Title: The two-parameter Poisson-Dirichlet distribution derived from a stable subordinator
Author: Jim Pitman and Marc Yor
Pub: Annals of Probability 25, pages 855-900 (1997)
Date: August 1995
Abstract:
The two-parameter Poisson-Dirichlet distribution, denoted \PD$(\alpha,\theta)$,
is a distribution on the set of decreasing positive sequences with sum 1.
The usual Poisson-Dirichlet distribution with a single parameter $\theta$,
introduced by Kingman, is \PD$(0,\theta)$. Known properties of \PD$(0,\theta)$,
including the Markov chain description due to Vershik-Shmidt-Ignatov,
are generalized to the two-parameter case. The size-biased random permutation
of \PD$(\alpha,\theta)$ is a simple residual allocation model proposed by Engen
in the context of species diversity, and rediscovered by Perman and the authors
in the study of excursions of Brownian motion and Bessel processes.
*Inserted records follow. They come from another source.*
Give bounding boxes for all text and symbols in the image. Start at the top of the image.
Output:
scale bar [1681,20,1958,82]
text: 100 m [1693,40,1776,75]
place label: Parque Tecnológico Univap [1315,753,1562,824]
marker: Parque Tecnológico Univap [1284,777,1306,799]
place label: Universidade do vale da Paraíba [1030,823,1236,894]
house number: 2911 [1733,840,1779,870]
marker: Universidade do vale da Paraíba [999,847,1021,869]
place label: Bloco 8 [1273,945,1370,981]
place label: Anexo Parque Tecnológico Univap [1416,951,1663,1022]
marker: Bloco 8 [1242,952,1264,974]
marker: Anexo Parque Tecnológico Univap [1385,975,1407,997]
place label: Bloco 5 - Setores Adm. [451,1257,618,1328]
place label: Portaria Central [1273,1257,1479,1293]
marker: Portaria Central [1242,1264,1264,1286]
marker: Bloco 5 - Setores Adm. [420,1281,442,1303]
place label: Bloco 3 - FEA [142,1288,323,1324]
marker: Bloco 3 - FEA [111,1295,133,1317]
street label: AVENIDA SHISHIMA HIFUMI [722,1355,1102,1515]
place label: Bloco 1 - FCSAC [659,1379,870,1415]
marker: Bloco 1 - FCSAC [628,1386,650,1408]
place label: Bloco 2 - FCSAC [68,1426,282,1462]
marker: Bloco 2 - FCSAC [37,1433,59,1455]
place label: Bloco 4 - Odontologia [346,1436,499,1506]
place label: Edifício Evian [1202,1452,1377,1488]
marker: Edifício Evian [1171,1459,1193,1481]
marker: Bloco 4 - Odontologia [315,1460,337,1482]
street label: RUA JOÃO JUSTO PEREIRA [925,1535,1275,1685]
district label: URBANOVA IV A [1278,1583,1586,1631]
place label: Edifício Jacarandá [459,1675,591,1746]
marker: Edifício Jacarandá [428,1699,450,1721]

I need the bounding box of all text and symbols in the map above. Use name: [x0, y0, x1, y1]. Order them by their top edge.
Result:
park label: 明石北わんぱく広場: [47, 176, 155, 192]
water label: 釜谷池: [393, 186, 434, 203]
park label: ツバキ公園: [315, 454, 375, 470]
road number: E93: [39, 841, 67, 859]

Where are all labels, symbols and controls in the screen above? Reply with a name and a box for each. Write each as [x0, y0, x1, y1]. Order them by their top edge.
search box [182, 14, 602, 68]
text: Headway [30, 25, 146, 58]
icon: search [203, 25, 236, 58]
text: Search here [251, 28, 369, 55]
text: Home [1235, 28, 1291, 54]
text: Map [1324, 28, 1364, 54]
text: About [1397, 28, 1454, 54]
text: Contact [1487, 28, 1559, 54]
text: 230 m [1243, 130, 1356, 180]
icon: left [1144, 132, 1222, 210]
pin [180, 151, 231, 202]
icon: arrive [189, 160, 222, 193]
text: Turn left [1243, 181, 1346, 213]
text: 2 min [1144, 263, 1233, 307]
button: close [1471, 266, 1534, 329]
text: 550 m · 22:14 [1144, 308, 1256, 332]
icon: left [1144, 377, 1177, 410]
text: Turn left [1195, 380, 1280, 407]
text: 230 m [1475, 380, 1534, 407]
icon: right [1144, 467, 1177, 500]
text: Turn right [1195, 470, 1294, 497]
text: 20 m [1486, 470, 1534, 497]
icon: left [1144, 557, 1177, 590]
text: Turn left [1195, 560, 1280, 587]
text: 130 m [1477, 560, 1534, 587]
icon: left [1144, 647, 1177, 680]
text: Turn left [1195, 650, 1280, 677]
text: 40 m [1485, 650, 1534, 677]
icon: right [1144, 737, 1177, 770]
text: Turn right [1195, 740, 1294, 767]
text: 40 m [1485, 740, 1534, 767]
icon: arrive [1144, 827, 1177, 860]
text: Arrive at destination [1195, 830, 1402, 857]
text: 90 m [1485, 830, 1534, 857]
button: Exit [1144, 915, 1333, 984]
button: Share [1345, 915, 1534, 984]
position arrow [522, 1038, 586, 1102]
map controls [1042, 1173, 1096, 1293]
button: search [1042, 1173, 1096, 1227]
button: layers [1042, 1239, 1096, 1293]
For $0 < \alpha < 1$, \PD$(\alpha,0)$ is the asymptotic distribution of ranked
lengths of excursions of a Markov chain away from a state whose recurrence time
distribution is in the domain of attraction of a stable law of index $\alpha$.
Formulae in this case trace back to work of Darling, Lamperti and Wendel
in the 1950's and 60's. The distribution of ranked lengths of excursions of a
one-dimensional Brownian motion is \PD$(1/2,0)$, and the corresponding
distribution for Brownian bridge is \PD$(1/2,1/2)$. The \PD$(\alpha,0)$ and
\PD$(\alpha,\alpha)$ distributions admit a similar interpretation in terms of
the ranked lengths of excursions of a semi-stable Markov process whose zero set
is the range of a stable subordinator of index $\alpha$.